Extended Data Fig. 6: Functional biomarker discovery using interpretable machine learning analysis.
From: Interpretable inflammation landscape of circulating immune cells

(a) Gene list ranked top-to-bottom by importance (absolute d-SHAP value), coupled with max-normalized expression levels computed per cell type (Level1) and considering selected diseases.
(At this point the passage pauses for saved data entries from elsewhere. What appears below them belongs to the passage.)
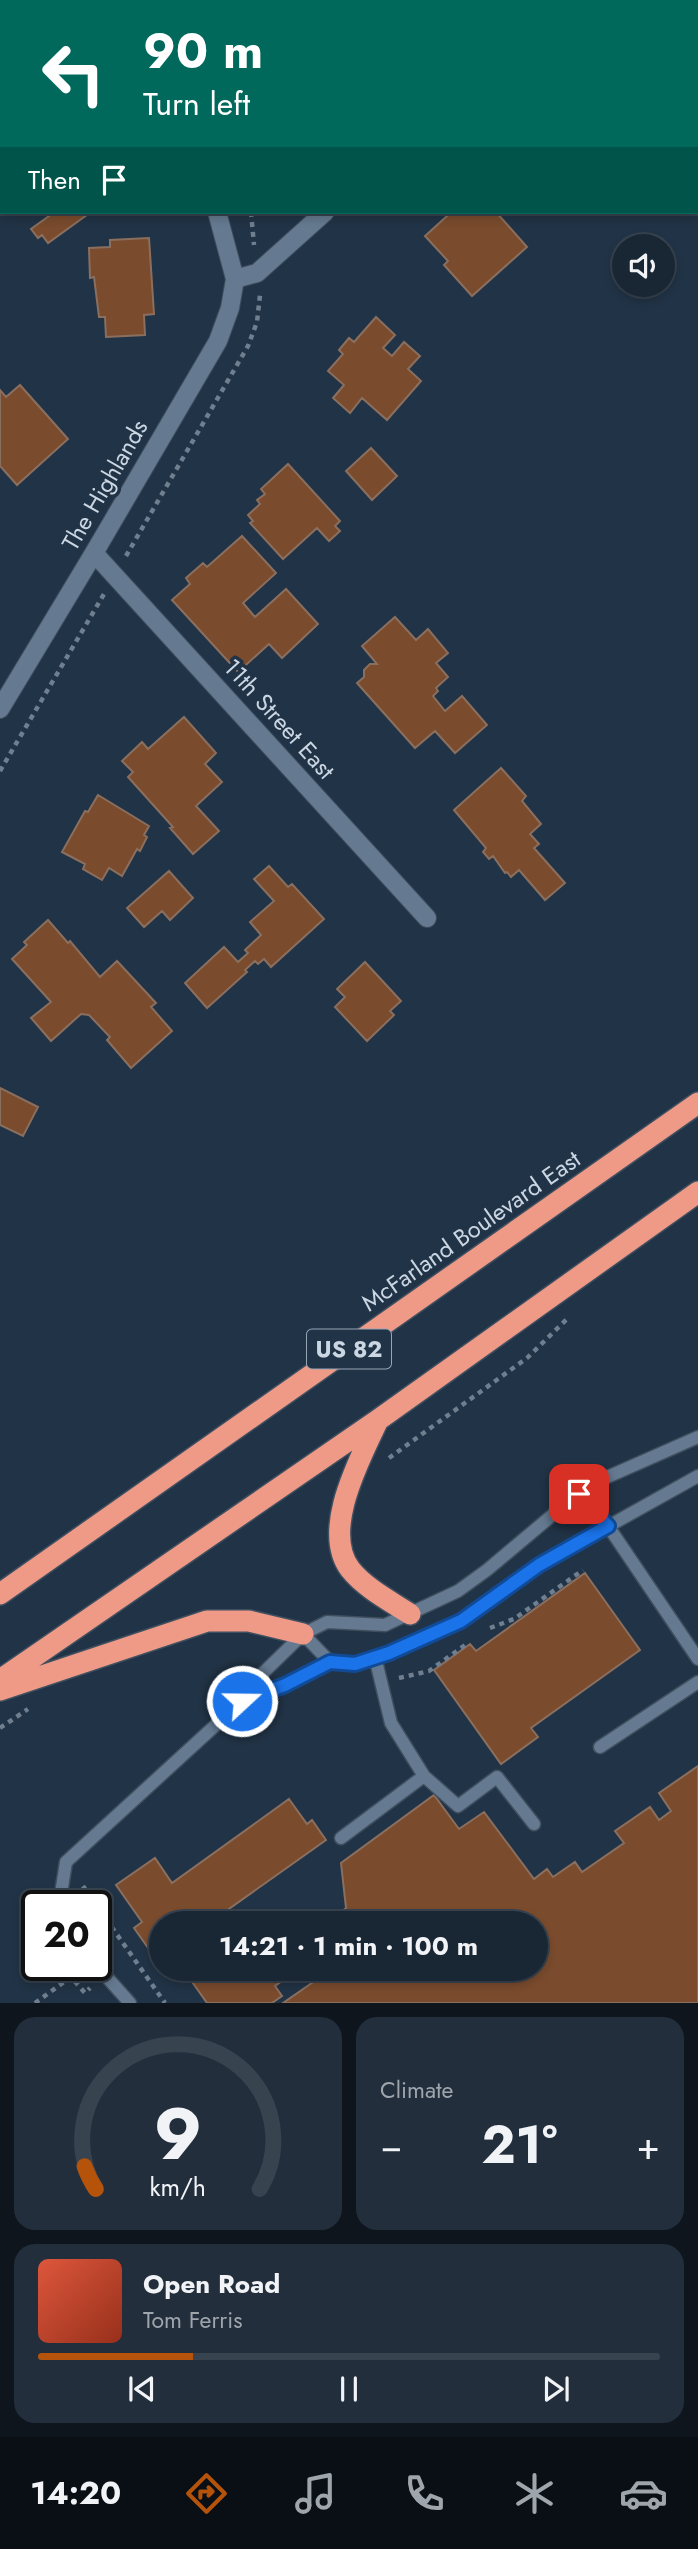 <!DOCTYPE html>
<html lang="en">
<head>
<meta charset="utf-8">
<style>
  body { margin:0; font-family:Jost,sans-serif; background:#222e3c; color:#f1f3f6; height:100vh; display:flex; flex-direction:column; font-size:26px; white-space:nowrap }
  * { box-sizing:border-box; margin:0 }
  p { font-size:23px; color:#9fa5ac }
  .icon { flex:none; width:38px; height:38px; fill:none; stroke:currentColor; stroke-width:2; stroke-linecap:round; stroke-linejoin:round }
  .map { position:relative; height:2003px; overflow:hidden }
  .sheet { display:flex; flex-direction:column; gap:14px; padding:14px; background:#0e151d; flex:1 }
  .sheet>* { flex:none }
  .hud { position:absolute; left:0px; top:0px; width:698px; height:214px; box-shadow:0 4px 10px #0003,0 0 0 2px #37434f; background:#00695c; color:#fff; overflow:hidden }
  .buttons { position:absolute; left:612px; top:234px; display:grid; gap:14px }
  .buttons a { display:grid; place-items:center; width:63px; height:63px; border-radius:50%; background:#192634; box-shadow:0 4px 10px #0003,0 0 0 2px #37434f; font-size:35px }
  .speed { position:absolute; left:21px; top:1890px; display:flex; gap:14px; font-size:35px; font-weight:700; text-align:center }
  .speed>* { display:grid; place-content:center; width:91px; height:91px; border-radius:50%; background:#192634; box-shadow:0 4px 10px #0003,0 0 0 2px #37434f; line-height:1 }
  .speed .limit { border:4px solid #111; border-radius:10px; background:#fff; color:#111 }
  .pin { position:absolute; display:grid; place-items:center; width:60px; height:60px; color:#fff; margin:-30px; border-radius:14px; box-shadow:0 4px 10px #0006 }
  .me { position:absolute; width:77px; margin:-38px; rotate:69deg; stroke-linejoin:round; filter:drop-shadow(0 0 5px #0008) }
  .turn { display:flex; align-items:center; gap:24px; height:147px; padding:0 28px; font-size:32px }
  .turn .icon { width:91px; height:91px; stroke-width:2.5 }
  .turn b { display:block; font-size:49px; line-height:60px }
  .then { display:flex; align-items:center; height:66px; padding:0 28px; background:#0003; gap:14px; font-size:26px }
  .big { font-size:52px; font-weight:700; line-height:1.1 }
  .sheet .card { flex:1; display:flex; flex-direction:column; justify-content:center; gap:10px; min-width:0; padding:0 24px; border-radius:21px; background:#222e3c }
  .sheet .dial { align-items:center; gap:0 }
  .dial svg { height:182px; overflow:visible; fill:none; stroke:#37434f; stroke-width:7; stroke-linecap:round; text-anchor:middle }
  .dial text { fill:#f1f3f6; stroke:none }
  .song { display:flex; align-items:center; gap:21px }
  .cover { width:84px; height:84px; border-radius:10px; background:linear-gradient(135deg,hsl(10 70% 55%),hsl(10 70% 35%)) }
  .played { height:7px; border-radius:4px; background:linear-gradient(90deg,#b45309 25%,#37434f 25%) }
  .keys { display:flex; justify-content:space-around; direction:ltr }
  .heat { display:flex; justify-content:space-between; align-items:center; font-size:38px; direction:ltr }
  .sheet .tiles { flex:1; display:grid; gap:14px; grid-template-columns:1fr 1fr }
  .card:last-child { grid-column:span 2 }
  .trip { position:absolute; left:149px; top:1911px; width:399px; height:70px; border-radius:35px; background:#192634; box-shadow:0 4px 10px #0003,0 0 0 2px #37434f; font-weight:700; line-height:70px; text-align:center }
  .tab-bar { display:flex; height:112px; justify-content:space-around; align-items:center; background:#0a0f15; color:#9fa5ac }
  .tab-bar .icon { width:49px; height:49px }
  .tab-bar .on { color:#b45309 }
  .tab-bar b { font-size:32px; color:#f1f3f6 }
  .map>svg:first-child { display:block }
</style>
</head>
<body>
<div class="map">
<svg width="698" height="2003" viewBox="0 0 698 2003">
  <rect width="100%" height="100%" fill="#213346"/>
  <path fill="#7a4b2d" stroke="#8a6f5f" stroke-width="2" d="M0,45L2,47L0,140Z
    M46,212H91L48,243L42,235L38,238L31,229L49,216Z
    M446,212H496L527,247L472,296L444,265L448,261L425,236L447,216L445,213Z
    M149,238L154,314L144,315L145,335L106,337L105,317H99L94,277L90,278L89,248L110,247V240Z
    M376,317L395,335L383,348L392,356L404,342L420,356L408,369L421,381L387,420L362,398L350,413L333,398L344,385L328,371L343,354L339,350L349,338L354,342Z
    M20,385L68,439L17,485L0,466V390L6,397Z
    M371,448L397,476L372,500L346,471Z
    M288,464L340,521L335,526L340,531L329,541L317,528L283,559L250,523L253,521L248,515L260,504L257,500L265,494L261,489Z
    M242,536L276,573L243,603L255,617L286,589L318,624L282,658L269,644L238,672L172,600L190,584L186,578L203,563L207,567Z
    M395,617L416,640L428,629L448,653L436,663L448,677L436,688L438,691L433,696L445,711L462,696L487,725L455,753L435,731L415,748L357,683L364,677V670L370,664H377L362,646Z
    M184,717L216,753L205,764L222,782L196,806L219,831L193,854L170,828L173,827L128,777L133,772L122,761L142,742L148,749Z
    M501,768L526,796L522,801L541,824L530,834L539,844L534,848L565,883L545,900L519,870L511,877L507,872L505,873L493,856L489,859L483,852L486,848L454,810Z
    M98,795L149,826L144,835L147,837L140,851L137,849L122,876L109,868L102,880L83,869L85,864L62,852L85,811L88,812Z
    M269,866L288,887L292,884L324,919L271,967L264,959L258,964L255,961L245,970L247,972L207,1008L185,983L224,947L238,962L248,953L245,950L261,935L250,922L274,901L254,879Z
    M169,871L193,898L170,920L162,911L144,927L127,908Z
    M48,920L68,943L70,941L100,977L117,961L156,1003L151,1007L172,1031L131,1068L107,1040L110,1037L89,1015L81,1014L51,1041L31,1018L51,1002L12,959L27,945L24,942Z
    M365,962L401,1001L390,1011L394,1015L367,1041L335,1007L345,997L337,989Z
    M0,1088L38,1107L23,1136L0,1125Z
    M585,1573L640,1650L531,1728L538,1737L501,1764L434,1670L470,1644L476,1651Z
    M698,1766V2003H283L332,1969H536V1923H350L341,1912L346,1908L341,1863L434,1795L459,1829L484,1812L534,1879L547,1869L553,1877L575,1862L582,1872L624,1843L615,1831L650,1807L659,1820L671,1811L659,1793Z
    M289,1799L307,1824L312,1820L326,1840L219,1916L224,1923H161V1966L134,1928L142,1922L116,1885L155,1858L172,1883Z
    M183,1969H299L275,1986L282,1996L272,2003H207Z"/>
  <g fill="none" stroke-linecap="round" stroke-linejoin="round">
    <defs>
      <path id="service" d="M579,1494L608,1526L698,1659
        M303,1634L330,1662L355,1664L389,1653L461,1621L539,1565L698,1476
        M375,1657L391,1723L424,1776L458,1806L497,1777L534,1824
        M242,1701L285,1685L330,1662
        M600,1747L698,1682
        M341,1838L424,1776
        M62,1906L60,1900L66,1862L242,1701L264,1672L303,1634L327,1622L385,1625L458,1591L487,1570L568,1502L605,1478L698,1437
        M96,1965L130,2003"/>
      <path id="minor" d="M100,0L101,2
        M557,2L559,0
        M217,212L235,279
        M94,553L427,918
        M0,709L94,553L218,341L230,308L235,279L257,273L325,212"/>
      <path id="motorway" d="M377,1422C360,1459 321,1530 350,1569C365,1588 390,1601 410,1614
        M0,1594L698,1103
        M0,1680L378,1420L698,1192
        M0,1690L207,1621H249L303,1634"/>
    </defs>
    <use href="#service" stroke="#3f4f5f" stroke-width="15"/>
    <use href="#minor" stroke="#3f4f5f" stroke-width="20"/>
    <use href="#motorway" stroke="#3f4f5f" stroke-width="24"/>
    <path stroke="#707f8f" stroke-width="4.5" stroke-dasharray="5 5" stroke-linecap="butt" d="M137,0L138,2
      M251,212L254,245
      M126,556L248,346L257,322L260,295
      M0,771L104,594
      M389,1458L527,1358L569,1317
      M490,1628L514,1619L583,1570
      M399,1678L429,1671L468,1643
      M0,1728L28,1709
      M83,1886L165,2003
      M35,2003L71,1977L85,1993L90,1988"/>
    <use href="#service" stroke="#657a90" stroke-width="12"/>
    <use href="#minor" stroke="#657a90" stroke-width="18"/>
    <use href="#motorway" stroke="#ef9987" stroke-width="21"/>
    <defs>
      <path id="rail" d="M668,0L669,2
        M696,41L698,43"/>
    </defs>
    <use href="#rail" stroke="#b4c0ce" stroke-width="8"/>
    <use href="#rail" stroke="#213346" stroke-width="5" stroke-dasharray="16" stroke-linecap="butt"/>
  </g>
  <g fill="none" stroke-linecap="round" stroke-linejoin="round">
    <defs>
      <path id="route" d="M242,1701L285,1685L330,1662L355,1664L389,1653L461,1621L539,1565L608,1526L579,1494"/>
    </defs>
    <use href="#route" stroke="#114b97" stroke-width="18"/>
    <use href="#route" stroke="#1a73e8" stroke-width="12"/>
  </g>
  <g text-anchor="middle" stroke-width="7" stroke-linejoin="round" paint-order="stroke">
    <rect fill="#213346" stroke="#98a5b4" stroke-width="2" x="307" y="1329.5" width="84" height="39" rx="5"/>
    <g font-size="23" font-weight="bold" fill="#cbd6e3">
      <text x="349" y="1357">US 82</text>
    </g>
    <g font-size="24" fill="#cbd6e3" stroke="#213346">
      <text transform="translate(105 485) rotate(-60)" y="8">The Highlands</text>
      <text transform="translate(279 719) rotate(48)" y="8">11th Street East</text>
      <text transform="translate(471 1231) rotate(-35)" y="8">McFarland Boulevard East</text>
    </g>
  </g>
</svg>
<div class="buttons">
<a><svg class="icon" aria-label="sound" viewBox="0 0 24 24"><path d="M4 9h4l5-4v14l-5-4H4zM17 9q2 3 0 6"/></svg></a>
</div>
<div class="speed"><div class="limit">20</div></div>
<div class="pin" style="left:579px;top:1494px;background:#d93025"><svg class="icon" aria-label="arrive" viewBox="0 0 24 24"><path d="M6 21V4h12l-3 4 3 4H6"/></svg></div>
<svg class="me" style="left:242px;top:1701px" viewBox="-20 -20 40 40"><circle r="17" fill="#1a73e8" stroke="#fff" stroke-width="3"/><path d="M0-11L8 9 0 5-8 9z" fill="#fff"/></svg>
<div class="trip">14:21 · 1 min · 100 m</div>
<div class="hud">
<div class="turn"><svg class="icon" aria-label="left" viewBox="0 0 24 24"><path d="M17 20v-9H6M10 6l-5 5 5 5"/></svg><div><b>90 m</b>Turn left</div></div>
<div class="then">Then<svg class="icon" aria-label="arrive" viewBox="0 0 24 24"><path d="M6 21V4h12l-3 4 3 4H6"/></svg></div>
</div>
</div>
<section class="sheet">
<div class="tiles">
<div class="card dial"><svg viewBox="0 0 100 80">
<path d="M14 69A42 42 0 1 1 86 69"/>
<path d="M14 69A42 42 0 0 1 9 59" stroke="#b45309"/>
<text x="50" y="56" font-size="32" font-weight="700">9</text>
<text x="50" y="72" font-size="11">km/h</text>
</svg></div>
<div class="card"><p>Climate</p>
<div class="heat"><a>−</a><b class="big">21°</b><a>+</a></div>
</div>
<div class="card">
<div class="song"><i class="cover"></i><div><b>Open Road</b><p>Tom Ferris</p></div></div>
<div class="played"></div>
<div class="keys"><svg class="icon" aria-label="previous" viewBox="0 0 24 24"><path d="M18 5L8 12l10 7zM5 5v14"/></svg><svg class="icon" aria-label="pause" viewBox="0 0 24 24"><path d="M8 5v14M16 5v14"/></svg><svg class="icon" aria-label="next" viewBox="0 0 24 24"><path d="M6 5l10 7-10 7zM19 5v14"/></svg></div>
</div>
</div>
</section>
<nav class="tab-bar">
<b>14:20</b>
<svg class="icon on" aria-label="directions" viewBox="0 0 24 24"><path d="M12 3l9 9-9 9-9-9zM9 14v-3h6M13 9l2 2-2 2"/></svg>
<svg class="icon" aria-label="music" viewBox="0 0 24 24"><path d="M9 18V5l10-2v13"/><circle cx="6" cy="18" r="3"/><circle cx="16" cy="16" r="3"/></svg>
<svg class="icon" aria-label="phone" viewBox="0 0 24 24"><path d="M5 4h4l2 5-3 2q2 4 5 5l2-3 5 2v4C11 20 4 13 5 4z"/></svg>
<svg class="icon" aria-label="climate" viewBox="0 0 24 24"><path d="M12 3v18M4 7l16 10M4 17L20 7"/></svg>
<svg class="icon" aria-label="car" viewBox="0 0 24 24"><path d="M5 17H2v-5l4-1 3-4h7l3 4 3 1v5h-3M9 17h6M6 11h13"/><circle cx="7" cy="17" r="2"/><circle cx="17" cy="17" r="2"/></svg>
</nav>
</body>
</html>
From left to right, reporting top ranked genes for n T CD4 Naive cells in RA disease as well as for monocytes and pDC in SLE patients. (b) Rank by importance (absolute d-SHAP value) of the CYBA gene in every combination of cell type (Level1) and disease. (c) Scatter plot of d-SHAP values against the aggregated s-SHAP values on monocyte population and specific diseases (first row: PS, PSA, CD, and second row: UC, Asthma, COPD, from left to right). (d) Rank by importance (absolute d-SHAP value) of IFITM1 gene in every combination of cell type (Level1) and disease. (e) Scatter plot of d-SHAP values against the aggregated s-SHAP values on T CD4 Non-Naive (top) and ILC (bottom) population and specific diseases (Asthma, COPD, and Cirrhosis, from left to right). In Panels (a), (b), and (d) we first dropped the genes expressed in less than 5% of the selected cell population. In Panels (c), and (e), the top 20 genes according to d-SHAP are marked in turquoise; of these, the genes that are also among the top 20 by s-SHAP are marked in purple. The gene of interest is annotated in red.